Pen & Paper

m a Writer

23 Apr 2014

I just joined a Coursera course in English Composition. The motivation is simple: I want to improve my writing. I like to get an impression of people by reading what they write; it matters more than their voice, their faces or their handshakes as it goes straight to their mind.

My first memorable experience with writing took place over 40 years’ ago - I had a pen-pal in Munich, Germany. Pen-pals may now seem obsolete and irrelevant but back in the days when I was in high school, they were popular among students who were learning English as a second language. My pen-pal and I wrote almost every other week for 3 years telling each other every trivial thing that happened in our lives and exchanging whatever little secrets we had. It was a huge struggle at first and there were times that we misunderstood each other. I didn’t have the vocabulary nor did I know how to properly string the words together without making grammatical mistakes. However, it must have been this desire to express myself clearly to my little friend in Germany that prompted me to work hard on my writing. I started writing more by keepng a diary in English. I studied the lyrics of songs that I was listening to. Many songwriters in my time were excellent story tellers and they tended not to be as colloquial as their contemporary counterparts. I was able to learn from reading something that interested me.

My writing didn’t become error-free after a few years of correspondence with my pen-pal. What benefited me most, perhaps, was the confidence that was instilled in me as a result of the regular practice. As my confidence in using English grew, my writing improved.

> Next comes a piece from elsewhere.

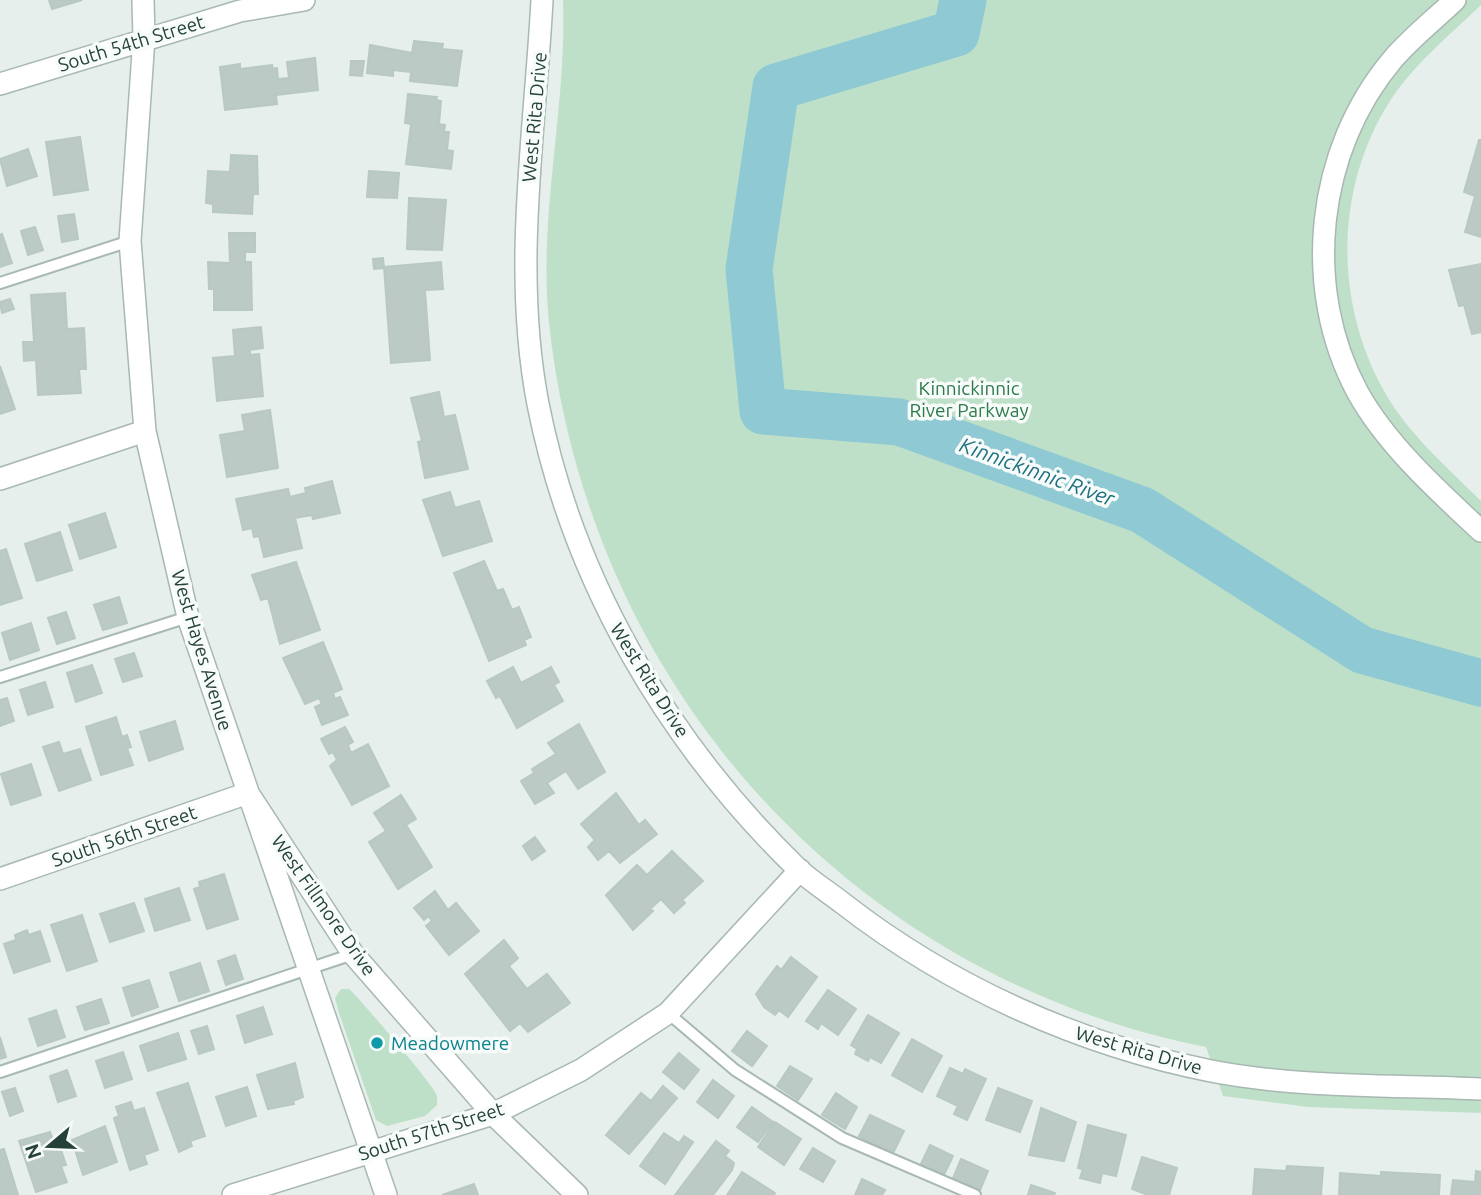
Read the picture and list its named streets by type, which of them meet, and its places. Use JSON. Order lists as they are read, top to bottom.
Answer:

I received some valuable lessons in writing in an unlikely place - a construction site where I started as a graduate engineer immediately after finishing my undergraduate degree. It was a mega project that involved countless numbers of contractual disputes, claims and counter-claims, proposals and counter-proposals and design revisions. Part of my duties as a graduate engineer was to draft corresopondence, proposals and claim substantiation for my project manager. The process itself was a great learning experience as I didn’t really know how best to produce a formal proposal or claim substantiation. Even writing a formal contractual letter was something new to me. I believe that 99% of all managers, when they see something they don’t like in a draft, they will just correct it, throw it to the typing pool to get it typed, sign and post it out. Mine didn’t belong to the 99%. He would call me into his office (mostly after working hours) and explained to me why he would make a certain correction. I could either rewrite it or agree to the changes before he would sign it. He did it for things big or small, even a site memo. I still remember the correction he made to my first draft letter which started with “Please be informed …”. He would jokingly tell me that only people in the 19th century would write like that; ‘You may use “We’d like to inform you …” instead or better still skip it altogether and say what you want to say right away’, he said. Sometimes, he would go on and on talking about writing styles, proper referencing in a claim substantiation, when to use or avoid passive and active voice …. A truly incredible construction man whom many may consider a ‘cowboy’.